El World Happiness Report (El Informe Mundial de la Felicidad) fue iniciado en 2012 por las Naciones Unidas y basa en encuestas de percepción subjetiva. Una de las premisas detrás del informe es que la felicidad es un derecho humano fundamental y que las políticas deben alinearse para fomentar el bienestar. Las clasificaciones, publicadas anualmente, han alentado a muchos gobiernos a centrarse en estrategias que mejoren la calidad de vida de sus ciudadanos, y eso es bueno, pero, aunque factores como el PIB per cápita, el apoyo social, la libertad para tomar decisiones, la generosidad, la corrupción, ayudan a crear una visión amplia del estado de la felicidad en una nación, no siempre capturan la experiencia diaria de los ciudadanos. La complejidad del bienestar humano no puede ser totalmente entendida a través de estadísticas o clasificaciones simples, y es aquí algunos países, como Finlandia, se enfrentan a la dicotomía entre ser percibidos como felices y los desafíos que realmente viven sus ciudadanos. Por ejemplo, Finlandia, que año tras año lidera el ranking, en uno d elos países europeos con la tasa más alta de suicidios y de uso de antidepresivos, sobre todo entre los hombres.  Una de las condiciones que afecta a muchas personas en Finlandia es el Trastorno Afectivo Estacional (TAE), una forma de depresión que surge en los meses más oscuros del año. Con inviernos largos y oscuros, los finlandeses son particularmente susceptibles a esta afección, que puede afectar la productividad, el bienestar y la calidad de vida general durante una parte significativa del año.

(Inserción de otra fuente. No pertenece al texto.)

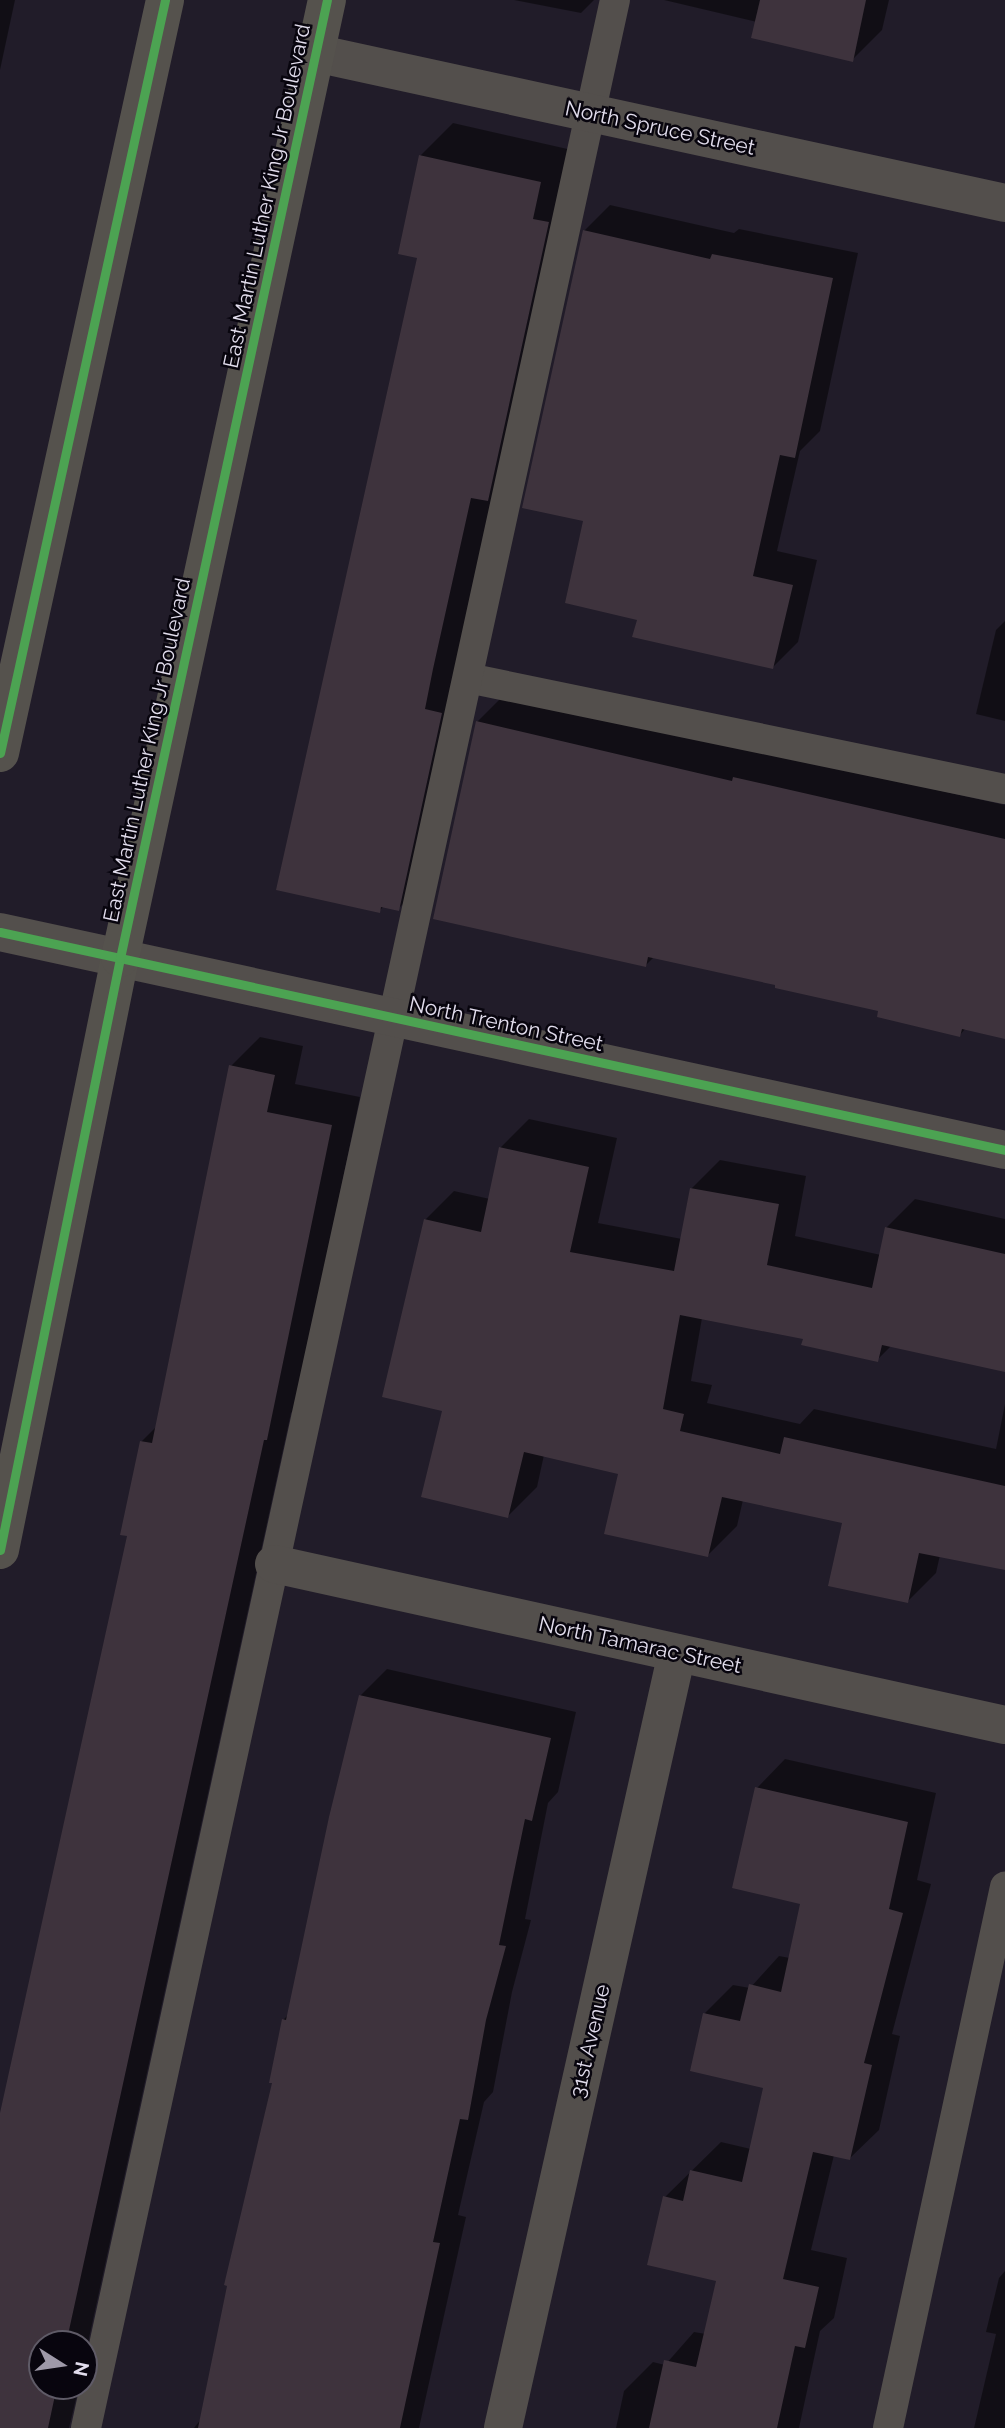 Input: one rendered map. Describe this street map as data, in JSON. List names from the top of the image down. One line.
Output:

La forma en que se plantean las preguntas sesga las respuestas. Por ejemplo, es posible que, en algunas culturas, donde el individualismo y el bienestar personal son menos valorados que el éxito comunitario, las personas sientan la necesidad de responder de manera optimista, incluso si sus experiencias no se alinean con esa percepción. Como resultado, la felicidad autorreportada puede crear una visión alterada de la realidad, haciendo difícil identificar las áreas que realmente necesitan atención. Yo, personalmente soy muy escéptico frente a las encuestas y evaluaciones subjetivas y, por tanto, no me creo los resultados del Informe Mundial sobre la Felicidad, pero a algunos políticos y periodistas nórdicos les gusta mucho, casi como si sus selecciones nacionales hubiesen ganado el campeonato mundial de fútbol.